• **Information given**
===

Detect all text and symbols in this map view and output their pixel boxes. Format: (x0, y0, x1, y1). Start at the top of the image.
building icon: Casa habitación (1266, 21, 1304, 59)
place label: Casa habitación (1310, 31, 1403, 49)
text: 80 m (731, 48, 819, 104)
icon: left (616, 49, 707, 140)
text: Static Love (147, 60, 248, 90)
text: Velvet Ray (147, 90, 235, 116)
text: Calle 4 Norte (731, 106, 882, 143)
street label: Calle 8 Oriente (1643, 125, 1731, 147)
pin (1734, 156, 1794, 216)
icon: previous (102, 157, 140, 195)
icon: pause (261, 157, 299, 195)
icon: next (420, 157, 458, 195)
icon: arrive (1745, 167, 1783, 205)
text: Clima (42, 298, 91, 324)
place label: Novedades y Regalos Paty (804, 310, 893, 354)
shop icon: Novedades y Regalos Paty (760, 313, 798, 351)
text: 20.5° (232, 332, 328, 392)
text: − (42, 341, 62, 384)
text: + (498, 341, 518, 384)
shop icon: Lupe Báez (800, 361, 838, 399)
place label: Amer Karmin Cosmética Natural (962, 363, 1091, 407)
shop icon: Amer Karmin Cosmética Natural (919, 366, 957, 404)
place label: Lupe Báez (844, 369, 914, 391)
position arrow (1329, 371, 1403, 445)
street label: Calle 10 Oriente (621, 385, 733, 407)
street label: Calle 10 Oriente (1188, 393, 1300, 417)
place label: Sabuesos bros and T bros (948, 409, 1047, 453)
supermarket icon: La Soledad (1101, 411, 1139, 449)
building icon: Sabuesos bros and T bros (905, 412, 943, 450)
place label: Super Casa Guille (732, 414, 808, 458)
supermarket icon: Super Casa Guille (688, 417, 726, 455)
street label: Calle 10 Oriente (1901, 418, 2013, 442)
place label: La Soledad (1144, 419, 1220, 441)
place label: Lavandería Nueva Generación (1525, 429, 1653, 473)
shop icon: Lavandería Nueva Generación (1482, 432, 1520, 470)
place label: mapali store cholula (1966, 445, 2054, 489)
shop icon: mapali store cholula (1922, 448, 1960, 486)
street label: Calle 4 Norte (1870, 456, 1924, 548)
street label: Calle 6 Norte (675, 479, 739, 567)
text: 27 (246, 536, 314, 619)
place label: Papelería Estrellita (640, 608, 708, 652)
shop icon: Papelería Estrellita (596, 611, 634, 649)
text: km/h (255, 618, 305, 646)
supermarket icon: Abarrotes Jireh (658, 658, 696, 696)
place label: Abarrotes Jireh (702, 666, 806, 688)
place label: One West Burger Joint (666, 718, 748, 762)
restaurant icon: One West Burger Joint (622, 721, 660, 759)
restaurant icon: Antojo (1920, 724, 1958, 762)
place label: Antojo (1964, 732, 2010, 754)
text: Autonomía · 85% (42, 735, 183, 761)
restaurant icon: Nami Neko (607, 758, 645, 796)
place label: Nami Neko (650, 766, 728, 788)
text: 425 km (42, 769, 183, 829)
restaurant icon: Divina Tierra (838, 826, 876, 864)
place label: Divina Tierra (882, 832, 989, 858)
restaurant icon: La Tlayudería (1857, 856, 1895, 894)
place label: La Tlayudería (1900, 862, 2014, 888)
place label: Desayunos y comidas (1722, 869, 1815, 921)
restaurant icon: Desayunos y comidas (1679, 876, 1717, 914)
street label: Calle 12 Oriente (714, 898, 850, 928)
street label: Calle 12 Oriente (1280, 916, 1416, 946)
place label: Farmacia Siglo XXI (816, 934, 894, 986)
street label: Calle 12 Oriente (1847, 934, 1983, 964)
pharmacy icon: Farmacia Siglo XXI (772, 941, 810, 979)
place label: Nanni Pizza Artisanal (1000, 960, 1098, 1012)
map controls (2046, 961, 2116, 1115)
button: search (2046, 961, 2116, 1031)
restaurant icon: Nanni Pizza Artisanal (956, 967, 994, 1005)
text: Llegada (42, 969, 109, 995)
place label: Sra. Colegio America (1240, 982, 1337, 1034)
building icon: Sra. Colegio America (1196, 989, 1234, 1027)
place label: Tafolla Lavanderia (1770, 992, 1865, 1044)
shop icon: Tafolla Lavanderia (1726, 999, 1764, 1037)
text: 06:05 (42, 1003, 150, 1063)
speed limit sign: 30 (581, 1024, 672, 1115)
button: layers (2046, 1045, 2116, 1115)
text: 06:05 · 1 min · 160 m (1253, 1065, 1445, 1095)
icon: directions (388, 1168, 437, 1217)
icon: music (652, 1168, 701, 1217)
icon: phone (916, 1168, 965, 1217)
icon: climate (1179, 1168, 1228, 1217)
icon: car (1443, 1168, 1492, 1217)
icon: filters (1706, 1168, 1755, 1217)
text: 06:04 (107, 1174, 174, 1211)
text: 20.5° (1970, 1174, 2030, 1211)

===

• **What to do**
In this exercise, give every record above again exactly.

• **Completed exercise**
Detect all text and symbols in this map view and output their pixel boxes. Format: (x0, y0, x1, y1). Start at the top of the image.
building icon: Casa habitación (1266, 21, 1304, 59)
place label: Casa habitación (1310, 31, 1403, 49)
text: 80 m (731, 48, 819, 104)
icon: left (616, 49, 707, 140)
text: Static Love (147, 60, 248, 90)
text: Velvet Ray (147, 90, 235, 116)
text: Calle 4 Norte (731, 106, 882, 143)
street label: Calle 8 Oriente (1643, 125, 1731, 147)
pin (1734, 156, 1794, 216)
icon: previous (102, 157, 140, 195)
icon: pause (261, 157, 299, 195)
icon: next (420, 157, 458, 195)
icon: arrive (1745, 167, 1783, 205)
text: Clima (42, 298, 91, 324)
place label: Novedades y Regalos Paty (804, 310, 893, 354)
shop icon: Novedades y Regalos Paty (760, 313, 798, 351)
text: 20.5° (232, 332, 328, 392)
text: − (42, 341, 62, 384)
text: + (498, 341, 518, 384)
shop icon: Lupe Báez (800, 361, 838, 399)
place label: Amer Karmin Cosmética Natural (962, 363, 1091, 407)
shop icon: Amer Karmin Cosmética Natural (919, 366, 957, 404)
place label: Lupe Báez (844, 369, 914, 391)
position arrow (1329, 371, 1403, 445)
street label: Calle 10 Oriente (621, 385, 733, 407)
street label: Calle 10 Oriente (1188, 393, 1300, 417)
place label: Sabuesos bros and T bros (948, 409, 1047, 453)
supermarket icon: La Soledad (1101, 411, 1139, 449)
building icon: Sabuesos bros and T bros (905, 412, 943, 450)
place label: Super Casa Guille (732, 414, 808, 458)
supermarket icon: Super Casa Guille (688, 417, 726, 455)
street label: Calle 10 Oriente (1901, 418, 2013, 442)
place label: La Soledad (1144, 419, 1220, 441)
place label: Lavandería Nueva Generación (1525, 429, 1653, 473)
shop icon: Lavandería Nueva Generación (1482, 432, 1520, 470)
place label: mapali store cholula (1966, 445, 2054, 489)
shop icon: mapali store cholula (1922, 448, 1960, 486)
street label: Calle 4 Norte (1870, 456, 1924, 548)
street label: Calle 6 Norte (675, 479, 739, 567)
text: 27 (246, 536, 314, 619)
place label: Papelería Estrellita (640, 608, 708, 652)
shop icon: Papelería Estrellita (596, 611, 634, 649)
text: km/h (255, 618, 305, 646)
supermarket icon: Abarrotes Jireh (658, 658, 696, 696)
place label: Abarrotes Jireh (702, 666, 806, 688)
place label: One West Burger Joint (666, 718, 748, 762)
restaurant icon: One West Burger Joint (622, 721, 660, 759)
restaurant icon: Antojo (1920, 724, 1958, 762)
place label: Antojo (1964, 732, 2010, 754)
text: Autonomía · 85% (42, 735, 183, 761)
restaurant icon: Nami Neko (607, 758, 645, 796)
place label: Nami Neko (650, 766, 728, 788)
text: 425 km (42, 769, 183, 829)
restaurant icon: Divina Tierra (838, 826, 876, 864)
place label: Divina Tierra (882, 832, 989, 858)
restaurant icon: La Tlayudería (1857, 856, 1895, 894)
place label: La Tlayudería (1900, 862, 2014, 888)
place label: Desayunos y comidas (1722, 869, 1815, 921)
restaurant icon: Desayunos y comidas (1679, 876, 1717, 914)
street label: Calle 12 Oriente (714, 898, 850, 928)
street label: Calle 12 Oriente (1280, 916, 1416, 946)
place label: Farmacia Siglo XXI (816, 934, 894, 986)
street label: Calle 12 Oriente (1847, 934, 1983, 964)
pharmacy icon: Farmacia Siglo XXI (772, 941, 810, 979)
place label: Nanni Pizza Artisanal (1000, 960, 1098, 1012)
map controls (2046, 961, 2116, 1115)
button: search (2046, 961, 2116, 1031)
restaurant icon: Nanni Pizza Artisanal (956, 967, 994, 1005)
text: Llegada (42, 969, 109, 995)
place label: Sra. Colegio America (1240, 982, 1337, 1034)
building icon: Sra. Colegio America (1196, 989, 1234, 1027)
place label: Tafolla Lavanderia (1770, 992, 1865, 1044)
shop icon: Tafolla Lavanderia (1726, 999, 1764, 1037)
text: 06:05 (42, 1003, 150, 1063)
speed limit sign: 30 (581, 1024, 672, 1115)
button: layers (2046, 1045, 2116, 1115)
text: 06:05 · 1 min · 160 m (1253, 1065, 1445, 1095)
icon: directions (388, 1168, 437, 1217)
icon: music (652, 1168, 701, 1217)
icon: phone (916, 1168, 965, 1217)
icon: climate (1179, 1168, 1228, 1217)
icon: car (1443, 1168, 1492, 1217)
icon: filters (1706, 1168, 1755, 1217)
text: 06:04 (107, 1174, 174, 1211)
text: 20.5° (1970, 1174, 2030, 1211)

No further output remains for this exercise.